La sorpresa de la familia es tremenda. En ese momento caen en la cuenta de lo sucedido. El Doberman echó de menos a su “amigo”, lo buscó por todo el jardín, lo descubrió a través de su olfato privilegiado, escarbó en la tierra y acudió a la casa para mostrar lo sucedido a su “amigo”, para “preguntar” por las causas y para que alguien le “devolviera la vida” que le habían incomprensiblemente arrebatado.
Al Doberman le atribuyen la muerte del conejo. No le han visto matarlo pero suponen lo que ha sucedido, se lo inventan, establecen un nexo causal falso, proveniente de un estereotipo, de una suposición, de un prejuicio.
La facilidad con la que establecemos esos juicios gratuitos es asombrosa. Incluimos en ellos no sólo hechos sino intenciones. Si ya es difícil juzgar hechos sin haber visto lo sucedido, ¿qué decir de las intenciones? ¿Cómo atribuir a alguien el motivo que le ha llevado a realizar una acción? ¿Cómo hacerlo con tanta facilidad, con tanta alegría, con tanta seguridad?
Los estereotipos influyen mucho en el establecimiento de conclusiones sin fundamento. El estereotipo es una etiqueta que se coloca sobre un grupo y que lleva a generalizaciones tan gratuitas como injustas. También se confeccionan etiquetas individuales: “Esta persona siempre ha sido…”, “este niño es…”. Los comportamientos de ese niño se enjuiciarán desde esa configuración básica.

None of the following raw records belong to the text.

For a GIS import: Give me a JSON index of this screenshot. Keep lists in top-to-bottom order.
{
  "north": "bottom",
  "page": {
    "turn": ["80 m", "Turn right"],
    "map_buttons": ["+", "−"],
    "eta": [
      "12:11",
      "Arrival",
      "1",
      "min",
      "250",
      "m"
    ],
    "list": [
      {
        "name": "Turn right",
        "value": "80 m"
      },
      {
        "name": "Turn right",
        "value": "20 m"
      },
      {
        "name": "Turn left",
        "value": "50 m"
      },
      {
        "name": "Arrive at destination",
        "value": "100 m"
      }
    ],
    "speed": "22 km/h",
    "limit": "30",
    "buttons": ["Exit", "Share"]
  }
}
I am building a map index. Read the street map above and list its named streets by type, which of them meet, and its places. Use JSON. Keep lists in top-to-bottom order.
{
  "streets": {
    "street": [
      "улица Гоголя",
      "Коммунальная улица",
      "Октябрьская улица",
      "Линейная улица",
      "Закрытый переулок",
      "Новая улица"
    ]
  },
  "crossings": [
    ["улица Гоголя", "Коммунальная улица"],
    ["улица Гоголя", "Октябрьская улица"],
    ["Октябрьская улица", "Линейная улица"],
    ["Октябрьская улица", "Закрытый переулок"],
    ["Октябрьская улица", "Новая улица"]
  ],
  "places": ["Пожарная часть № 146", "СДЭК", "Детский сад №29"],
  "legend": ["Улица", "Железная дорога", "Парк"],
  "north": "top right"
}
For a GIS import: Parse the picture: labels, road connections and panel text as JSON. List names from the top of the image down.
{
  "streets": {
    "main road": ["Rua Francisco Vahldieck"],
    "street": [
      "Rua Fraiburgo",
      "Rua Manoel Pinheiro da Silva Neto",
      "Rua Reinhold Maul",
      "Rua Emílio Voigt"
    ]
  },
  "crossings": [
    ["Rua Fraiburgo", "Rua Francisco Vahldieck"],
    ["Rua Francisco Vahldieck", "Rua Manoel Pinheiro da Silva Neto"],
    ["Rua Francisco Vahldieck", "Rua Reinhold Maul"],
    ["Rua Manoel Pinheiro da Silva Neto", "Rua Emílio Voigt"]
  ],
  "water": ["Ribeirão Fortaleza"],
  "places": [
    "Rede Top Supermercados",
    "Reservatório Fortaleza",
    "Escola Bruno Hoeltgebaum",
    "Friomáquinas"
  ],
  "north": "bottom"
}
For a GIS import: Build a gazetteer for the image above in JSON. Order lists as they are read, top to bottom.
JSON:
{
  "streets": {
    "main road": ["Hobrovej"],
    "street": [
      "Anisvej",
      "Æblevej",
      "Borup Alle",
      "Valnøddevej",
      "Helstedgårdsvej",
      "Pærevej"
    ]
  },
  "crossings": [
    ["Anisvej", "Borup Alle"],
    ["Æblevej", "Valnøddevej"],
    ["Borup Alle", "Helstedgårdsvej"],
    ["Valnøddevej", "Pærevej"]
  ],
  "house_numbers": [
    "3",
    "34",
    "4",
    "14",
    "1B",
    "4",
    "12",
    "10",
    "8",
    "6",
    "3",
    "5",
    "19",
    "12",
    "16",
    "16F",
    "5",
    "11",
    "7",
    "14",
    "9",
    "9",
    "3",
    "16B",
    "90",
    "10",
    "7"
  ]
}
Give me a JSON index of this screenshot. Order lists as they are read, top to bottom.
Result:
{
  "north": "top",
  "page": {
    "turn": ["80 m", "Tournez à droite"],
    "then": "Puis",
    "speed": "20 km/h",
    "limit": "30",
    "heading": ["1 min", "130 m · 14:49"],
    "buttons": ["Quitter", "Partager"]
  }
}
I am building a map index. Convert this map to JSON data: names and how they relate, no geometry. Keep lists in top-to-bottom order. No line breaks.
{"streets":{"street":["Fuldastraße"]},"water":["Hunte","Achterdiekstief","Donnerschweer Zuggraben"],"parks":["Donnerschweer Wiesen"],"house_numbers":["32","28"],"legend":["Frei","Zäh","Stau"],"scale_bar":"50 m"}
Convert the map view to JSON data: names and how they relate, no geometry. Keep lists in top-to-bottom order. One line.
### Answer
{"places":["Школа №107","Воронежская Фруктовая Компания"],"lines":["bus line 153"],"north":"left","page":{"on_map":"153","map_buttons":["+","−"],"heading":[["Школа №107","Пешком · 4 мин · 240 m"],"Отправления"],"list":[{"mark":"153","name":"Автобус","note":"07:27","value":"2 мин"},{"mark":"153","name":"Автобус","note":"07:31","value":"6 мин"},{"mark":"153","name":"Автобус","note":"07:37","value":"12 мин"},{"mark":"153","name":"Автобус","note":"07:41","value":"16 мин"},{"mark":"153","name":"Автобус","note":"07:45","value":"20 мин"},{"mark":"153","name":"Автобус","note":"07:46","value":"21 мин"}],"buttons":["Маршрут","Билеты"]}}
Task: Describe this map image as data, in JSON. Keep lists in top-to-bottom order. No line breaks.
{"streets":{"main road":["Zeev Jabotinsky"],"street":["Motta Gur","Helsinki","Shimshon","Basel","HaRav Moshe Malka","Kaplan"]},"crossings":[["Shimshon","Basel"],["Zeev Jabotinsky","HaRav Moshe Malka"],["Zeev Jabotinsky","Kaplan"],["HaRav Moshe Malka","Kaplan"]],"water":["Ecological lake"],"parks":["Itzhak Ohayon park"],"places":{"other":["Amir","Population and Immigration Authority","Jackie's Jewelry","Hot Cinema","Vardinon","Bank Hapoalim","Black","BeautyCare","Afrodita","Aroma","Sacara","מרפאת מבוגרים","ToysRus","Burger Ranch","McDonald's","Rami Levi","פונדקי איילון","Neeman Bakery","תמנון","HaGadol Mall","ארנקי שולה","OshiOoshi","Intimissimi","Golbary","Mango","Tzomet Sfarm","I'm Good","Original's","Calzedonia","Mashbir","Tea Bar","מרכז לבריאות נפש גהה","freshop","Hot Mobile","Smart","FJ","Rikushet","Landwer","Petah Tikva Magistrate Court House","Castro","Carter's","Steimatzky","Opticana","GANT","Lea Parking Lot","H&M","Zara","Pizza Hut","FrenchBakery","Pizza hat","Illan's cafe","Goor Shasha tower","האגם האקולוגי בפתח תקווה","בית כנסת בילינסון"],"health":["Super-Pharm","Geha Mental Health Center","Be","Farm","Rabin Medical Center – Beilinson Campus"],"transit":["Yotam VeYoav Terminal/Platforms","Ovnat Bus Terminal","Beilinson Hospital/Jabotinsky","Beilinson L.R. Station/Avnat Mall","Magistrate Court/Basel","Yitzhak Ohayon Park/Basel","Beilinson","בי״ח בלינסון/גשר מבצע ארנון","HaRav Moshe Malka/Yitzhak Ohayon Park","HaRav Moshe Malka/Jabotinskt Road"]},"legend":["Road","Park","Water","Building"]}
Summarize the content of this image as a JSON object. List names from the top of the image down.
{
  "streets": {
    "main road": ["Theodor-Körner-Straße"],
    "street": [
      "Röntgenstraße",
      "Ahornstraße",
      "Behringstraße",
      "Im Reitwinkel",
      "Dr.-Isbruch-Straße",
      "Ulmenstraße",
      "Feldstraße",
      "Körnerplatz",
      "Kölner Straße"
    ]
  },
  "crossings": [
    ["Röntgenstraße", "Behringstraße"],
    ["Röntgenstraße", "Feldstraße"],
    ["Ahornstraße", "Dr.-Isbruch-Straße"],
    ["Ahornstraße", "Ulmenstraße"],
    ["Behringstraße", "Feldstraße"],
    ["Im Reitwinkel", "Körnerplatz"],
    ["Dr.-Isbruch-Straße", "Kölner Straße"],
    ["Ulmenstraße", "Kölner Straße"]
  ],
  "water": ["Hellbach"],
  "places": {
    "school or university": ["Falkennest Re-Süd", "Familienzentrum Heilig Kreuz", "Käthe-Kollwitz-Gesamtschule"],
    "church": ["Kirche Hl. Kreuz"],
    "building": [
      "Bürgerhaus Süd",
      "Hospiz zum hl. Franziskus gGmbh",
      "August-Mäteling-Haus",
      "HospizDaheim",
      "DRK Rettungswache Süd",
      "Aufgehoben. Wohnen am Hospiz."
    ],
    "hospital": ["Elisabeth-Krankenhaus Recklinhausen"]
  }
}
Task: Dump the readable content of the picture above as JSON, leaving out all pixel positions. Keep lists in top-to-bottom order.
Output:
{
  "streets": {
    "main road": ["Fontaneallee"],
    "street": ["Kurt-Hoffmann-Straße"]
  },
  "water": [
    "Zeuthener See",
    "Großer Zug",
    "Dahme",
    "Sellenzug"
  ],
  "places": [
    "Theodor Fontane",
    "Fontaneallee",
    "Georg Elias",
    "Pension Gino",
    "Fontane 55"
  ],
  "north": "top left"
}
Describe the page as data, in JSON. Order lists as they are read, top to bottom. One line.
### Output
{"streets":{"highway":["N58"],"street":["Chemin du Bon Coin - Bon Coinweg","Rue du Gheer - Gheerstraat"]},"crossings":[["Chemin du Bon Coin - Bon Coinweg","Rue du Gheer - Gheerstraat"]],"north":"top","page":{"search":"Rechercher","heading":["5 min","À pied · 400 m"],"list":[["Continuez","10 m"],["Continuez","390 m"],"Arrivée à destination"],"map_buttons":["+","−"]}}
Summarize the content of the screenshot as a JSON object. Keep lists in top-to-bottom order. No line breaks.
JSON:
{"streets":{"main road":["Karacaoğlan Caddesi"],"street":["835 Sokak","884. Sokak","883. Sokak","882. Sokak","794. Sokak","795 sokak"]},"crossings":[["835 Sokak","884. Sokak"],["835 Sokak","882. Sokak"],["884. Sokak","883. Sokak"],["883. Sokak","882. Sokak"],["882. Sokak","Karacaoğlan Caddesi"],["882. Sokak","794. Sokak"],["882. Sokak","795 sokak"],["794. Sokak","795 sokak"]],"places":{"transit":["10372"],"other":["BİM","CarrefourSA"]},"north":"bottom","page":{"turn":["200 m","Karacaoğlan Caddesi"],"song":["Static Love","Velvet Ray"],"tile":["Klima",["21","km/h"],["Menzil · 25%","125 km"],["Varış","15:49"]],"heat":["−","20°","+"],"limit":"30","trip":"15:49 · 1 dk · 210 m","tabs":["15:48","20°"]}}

No es fácil liberarse del mecanismo de fabricación de etiquetas. Es triste e injusto recibir los juicios descalificadores ajenos cuando a uno le han colgado del cuello una etiqueta maldita. Conozco a una familia con varios hijos. Uno de ellos se ganó a pulso el calificativo de vago, pero no se sentía cómodo con él. Decidió demostrar que era capaz de hacer esfuerzos y de tener éxito. Estudió concienzudamente. Cuando acudió con el informe de evaluación y los padres vieron las extraordinarias calificaciones que había obtenido, exclamaron escépticos:
– Te habrás hinchado a copiar.
La reacción supone una condena para el niño. ¿Cómo puede demostrar que sus padres están equivocados? El juicio descalificador se produce no a través del análisis de lo sucedido sino bajo el influjo de una etiqueta, de un estereotipo que pretende explicarlo todo.
– ¡Tenía que pasar!, dicen los dueños del Doberman. Como si de una ley inexorable se tratase. Si esa ley se aplica a toda la especie humana, es fácil que, ante cualquier situación, se busque la peor interpretación de las posibles. La más negativa. De ese mecanismo perverso han surgido muchos refranes castellanos. Uno de los más condensados en estupidez y maldad es el que dice: “Piensa mal y acertarás”.
Extret del bloc de Miguel Angel santos Guerra.